La décoration de la façade principale présente un avant-corps de six colonnes ioniques, élevées sur un soubassement de cinq arcades, orné de refends; un grand entablement, avec consoles et modillons, couronne l'édifice dans toute sa longueur. L'avant-corps est surmonté d'un attique, au devant duquel sont six figures isolées. Ces figures exécutées par Pigale, Mouchy et Le Comte, représentent la Loi, la Prudence, la Force, le Commerce, l'Abondance et la Paix[263].
[Note 263: _Voyez_ pl. 191.]
La seconde façade, sur la rue Guénégaud, offre un attique, sur un soubassement de même hauteur que celui de la première, et orné de bossages. Sur l'avant-corps, on a placé les figures des quatre éléments, exécutées par Caffieri et Dupré. L'extrémité du grand bâtiment forme pavillon à l'un des bouts de cette façade. On en a construit un pareil à l'autre bout, mais uniquement pour la régularité de la décoration.

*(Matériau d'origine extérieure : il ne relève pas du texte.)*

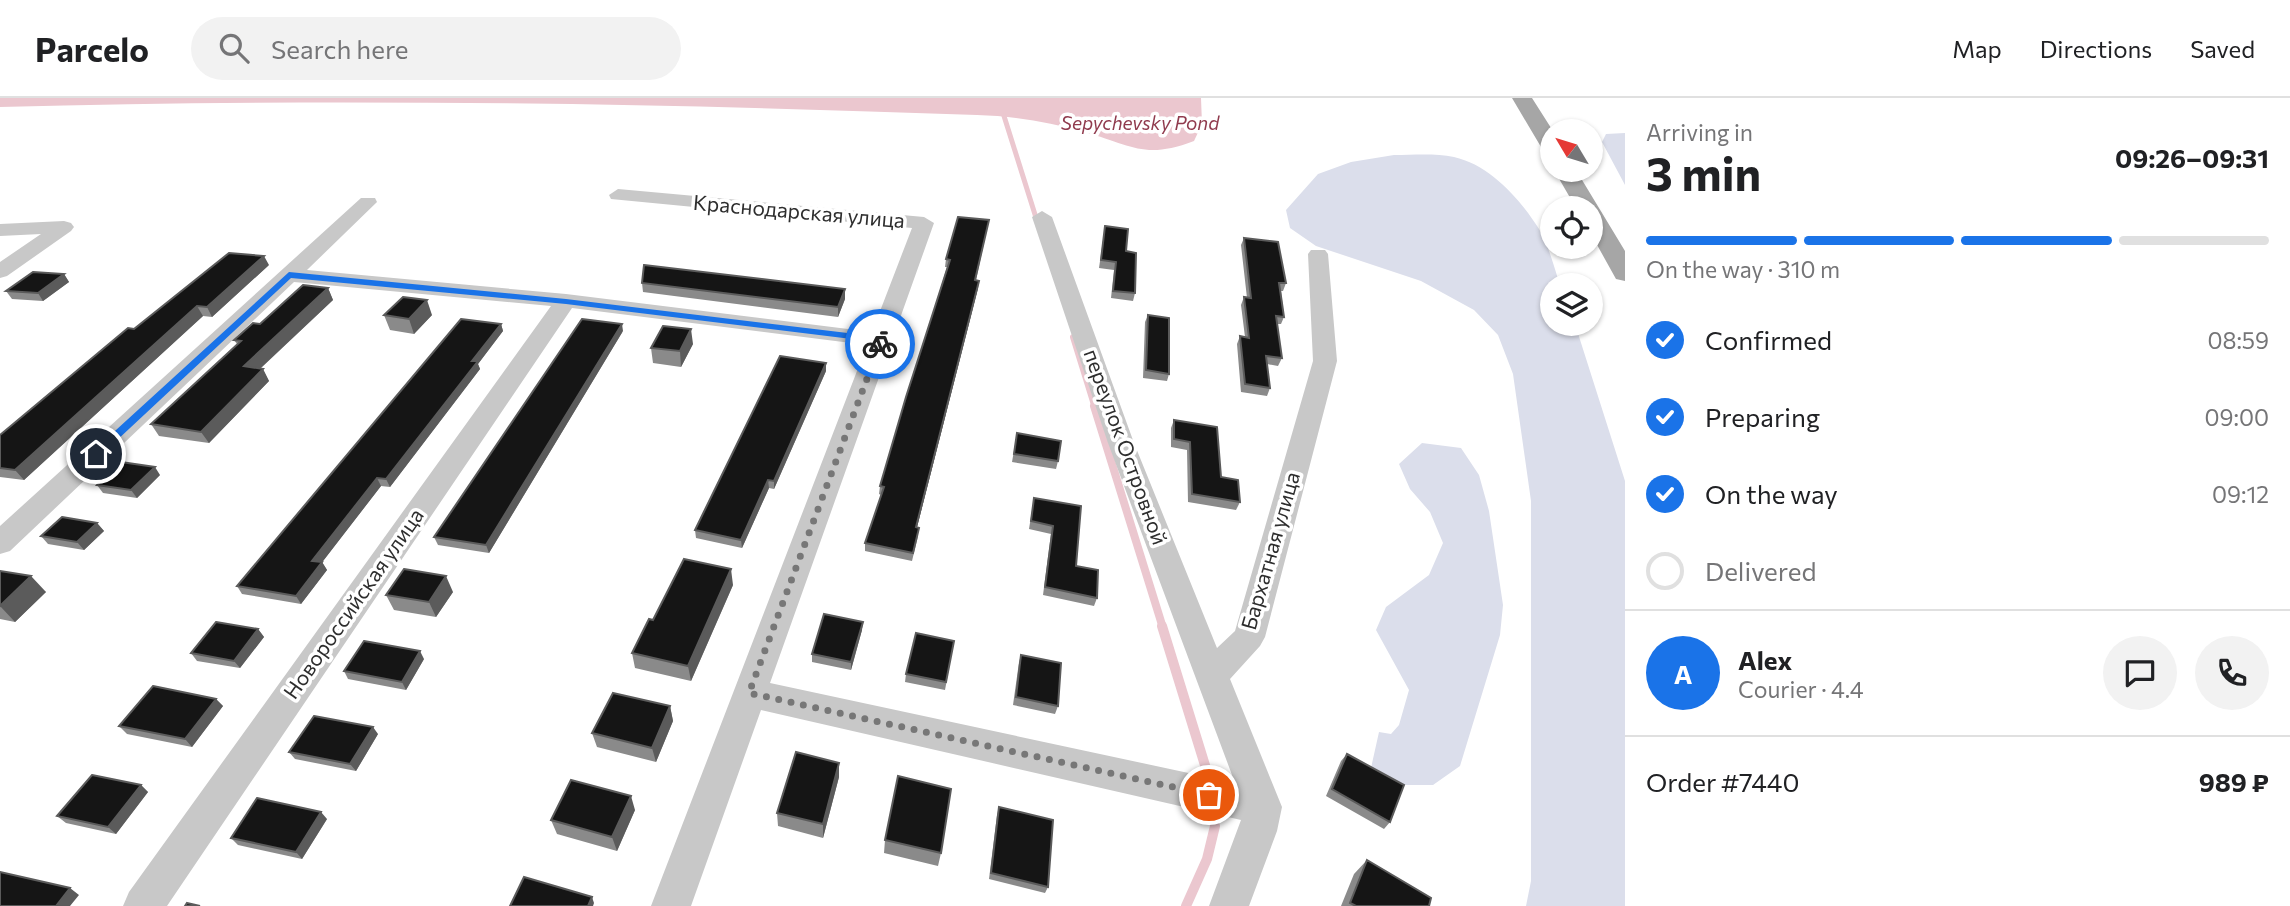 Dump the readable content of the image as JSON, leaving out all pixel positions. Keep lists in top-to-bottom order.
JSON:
{
  "streets": {
    "street": [
      "Краснодарская улица",
      "переулок Островной",
      "Бархатная улица",
      "Новороссийская улица"
    ]
  },
  "crossings": [
    ["переулок Островной", "Бархатная улица"]
  ],
  "water": ["Sepychevsky Pond"],
  "north": "top left",
  "page": {
    "header": "Parcelo",
    "search": "Search here",
    "nav": ["Map", "Directions", "Saved"],
    "heading": ["3 min", "Arriving in", "09:26–09:31"],
    "panel": [
      "Alex",
      "Courier · 4.4",
      "Order #7440",
      "989 ₽"
    ],
    "bar": "On the way · 310 m",
    "list": [
      ["Confirmed", "08:59"],
      ["Preparing", "09:00"],
      ["On the way", "09:12"],
      "Delivered"
    ],
    "round": "A"
  }
}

La cour principale a cent dix pieds de profondeur sur quatre-vingt-douze de largeur; elle est entourée d'une galerie. La salle des balanciers s'annonce par un péristyle de quatre colonnes doriques; quatre colonnes toscanes en supportent la voûte intérieure: dans le fond est la statue de la Fortune, par Mouchy. Sur les arcades et portes carrées dont est alternativement percée la construction circulaire qui termine cette cour, sont placés les bustes de Henri IV, Louis XIII, Louis XIV, et Louis XV[264].